Home » News » Dinilai Membahayakan Keutuhan NKRI, Pemerintah Bubarkan HTI

Dinilai Membahayakan Keutuhan NKRI, Pemerintah Bubarkan HTI



Jakarta – Pada hari senin (08/05/2017) kemarin pemerintah secara resmi telah mengumumkan pembubaran organisasi masyarakat Hizbut Tahrir Indonesia (HTI). Pengumuman pembubaran ini setelah HTI menjadi sorotan karena ingin menegakkan khilafah di Indonesia.

Dinilai Membahayakan Keutuhan NKRI, Pemerintah Bubarkan HTI

Wiranto mengumumkan pembubaran HTI

Menteri Koordinator Politik Hukum dan Keamanan Wiranto mengatakan pembubaran tersebut telah melalui proses pengkajian. Wiranto menegaskan seluruh ormas di Indonesia harus berada dalam koridor hukum dan bermuara pada ideologi Pancasila dan UUD 1945, baik tujuan, ciri, maupun asas.

“Ini merupakan kajian yang komprehensif dari berbagai kementerian dan lembaga dalam lingkup Kemenko Polhukam RI,” kata Wiranto usai rapat terbatas tingkat menteri di jajaran Kemenko Polhukam, Jakarta, Senin (08/05/2017).

Wiranto menjelaskan pemerintah punya alasan khusus sampai akhirnya mengambil keputusan pembubaran HTI. Salah satunya, kegiatan HTI dinilai dapat membahayakan keutuhan NKRI.

“Aktivitas yang dilakukan HTI nyata-nyata telah menimbulkan benturan di tengah masyarakat, yang pada gilirannya mengancam keamanan dan ketertiban di tengah masyarakat serta membahayakan keutuhan NKRI,” ujar dia.
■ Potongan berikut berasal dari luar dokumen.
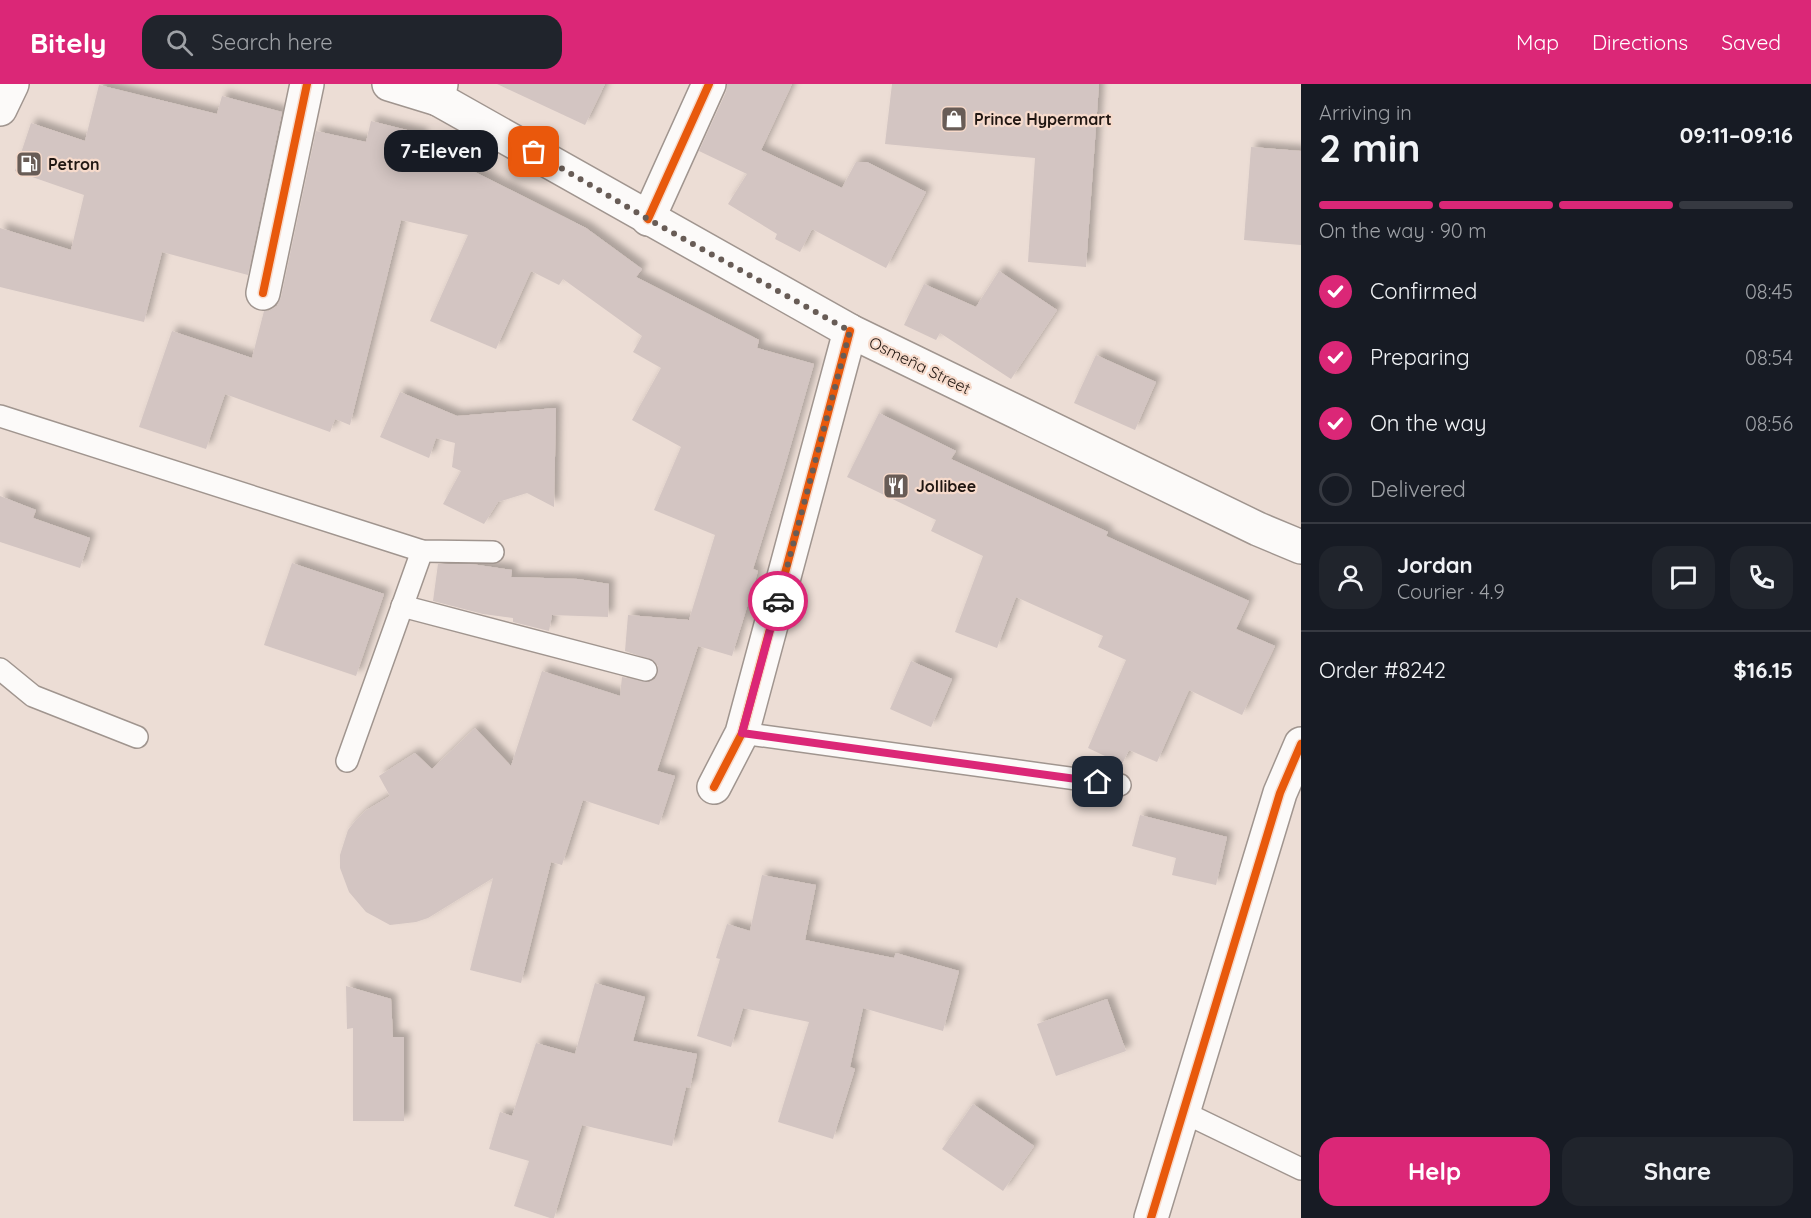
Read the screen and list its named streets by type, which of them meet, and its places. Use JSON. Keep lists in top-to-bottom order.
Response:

Selain itu, selama berdiri di Indonesia, HTI tidak melaksanakan peran positif dalam mengambil bagian pada proses pembangunan guna mencapai tujuan nasional.

Baca juga : Komisi Yudisial : “Mulailah Percaya Kepada Sistem Peradilan Kita”c

Kemudian, kegiatan yang dilaksanakan HTI terindikasi kuat telah bertentangan dengan tujuan, asas, dan ciri yang berdasar Pancasila dan UUD 1945 sebagaimana diatur dalam UU No 17 Tahun 2013 tentang Organisasi Kemasyarakatan.
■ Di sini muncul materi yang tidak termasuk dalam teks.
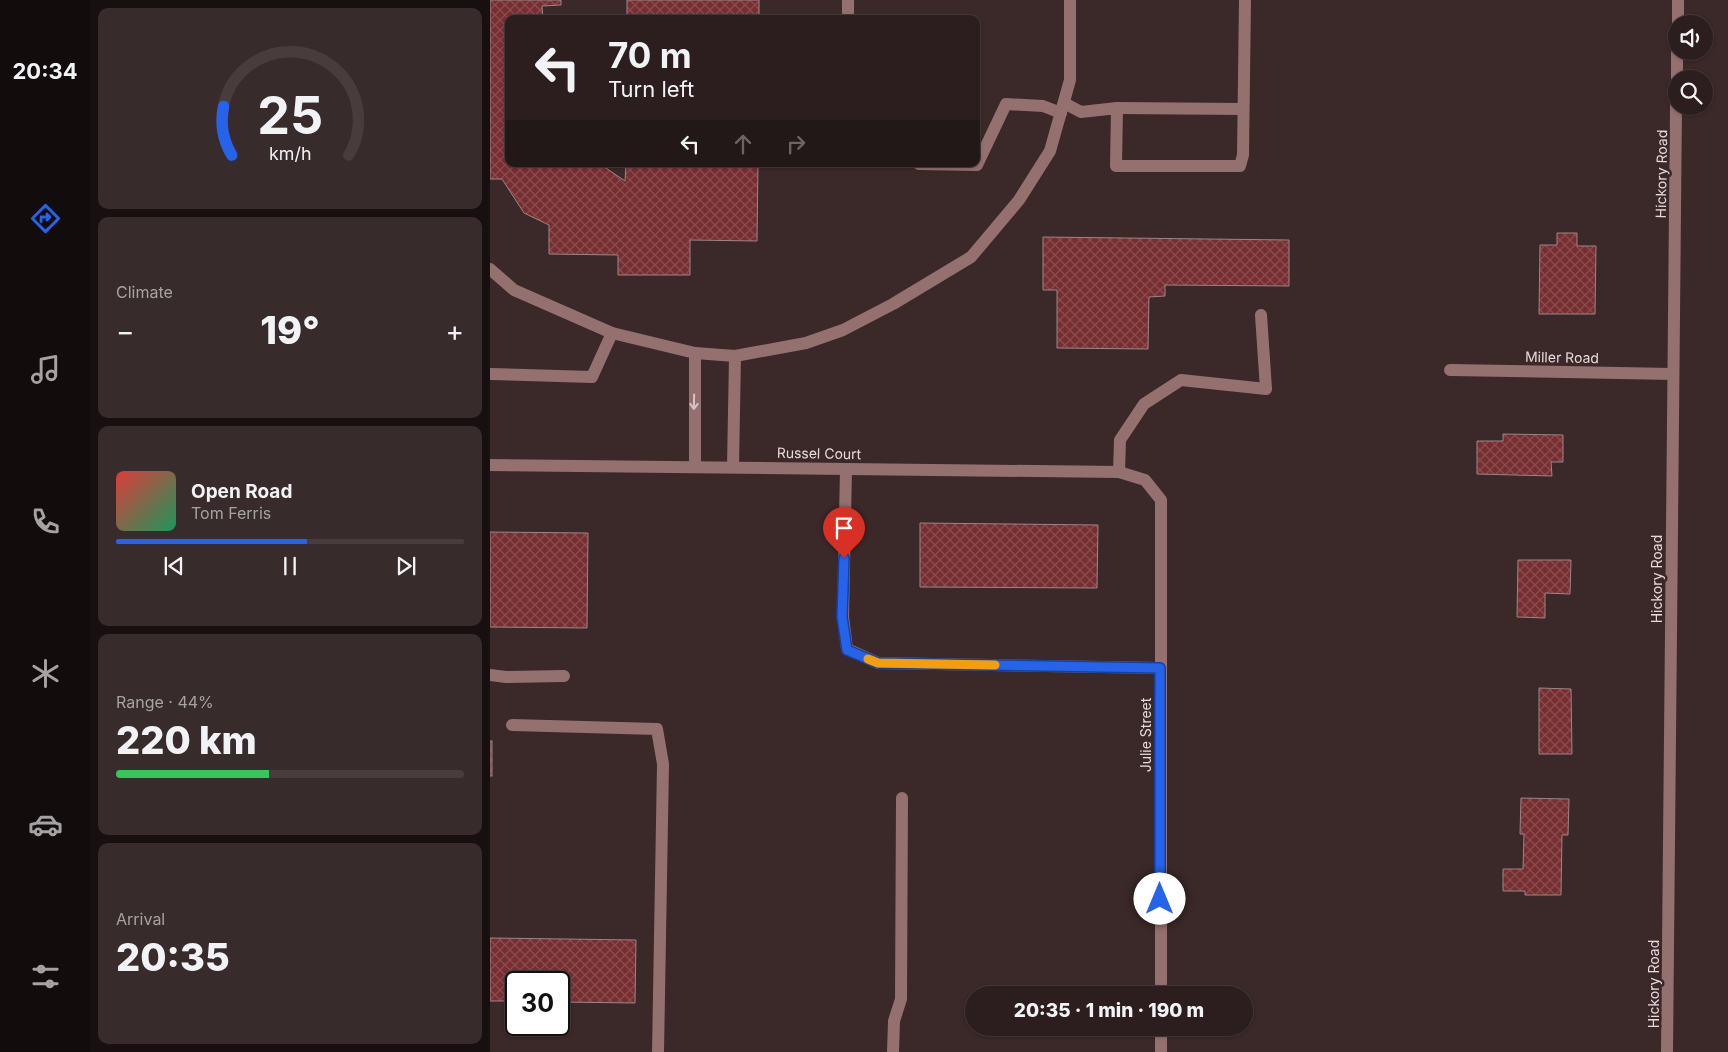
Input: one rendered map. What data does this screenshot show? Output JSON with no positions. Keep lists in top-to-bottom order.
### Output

“Mencermati pertimbangan di atas serta menyerap aspirasi, pemerintah perlu mengambil langkah hukum secara tegas untuk membubarkan HTI,” ucap Wiranto.
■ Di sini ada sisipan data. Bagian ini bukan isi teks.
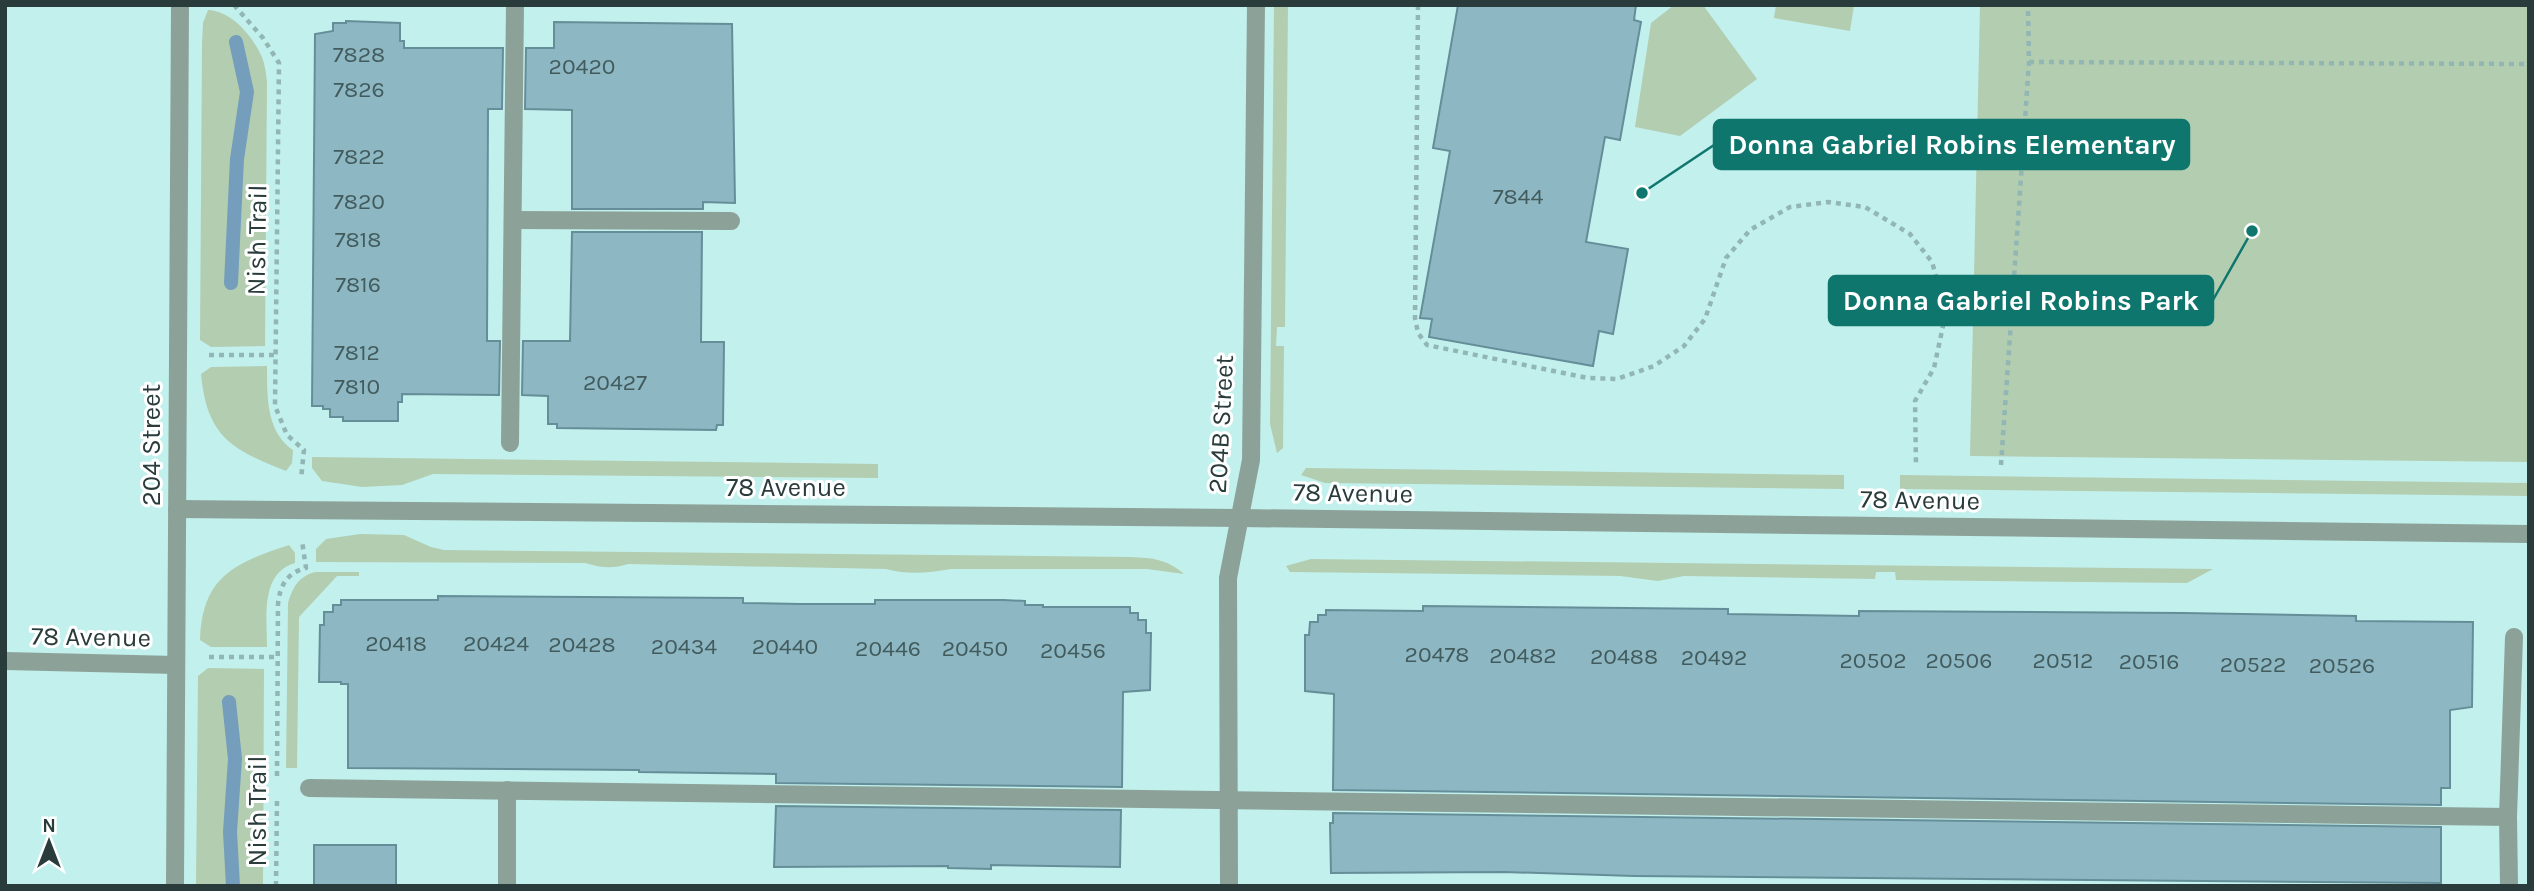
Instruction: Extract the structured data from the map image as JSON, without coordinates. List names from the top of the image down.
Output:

Dia menegaskan, dengan membubarkan Hizbut Tahrir Indonesia, bukan berarti pemerintah anti ormas Islam. Namun, langkah ini diambil untuk menjaga keutuhan NKRI.

Wiranto mengatakan, setelah pengumuman tersebut, pemerintah akan mengajukan pembubaran HTI ke pengadilan.

“Kita membubarkan tentu dengan langkah hukum dan berdasarkan hukum. Oleh karena itu, akan ada proses pengajuan kepada suatu lembaga peradilan,” kata Wiranto.

Wiranto memastikan pemerintah tidak akan sewenang-wenang dalam memutuskan sesuatu. Pemerintah tetap pada koridor hukum, termasuk dalam hal membubarkan HTI.

“Pasti langkah itu harus dilakukan semata-mata mencegah berbagai embrio yang dapat berkembang dan mengganggu keamanan dan ketertiban masyarakat, yang ujungnya mengganggu eksistensi kita sebagai bangsa yang sedang berkembang, sedang berjuang dalam mencapai tujuan nasional masyarakat adil dan makmur,” papar Wiranto.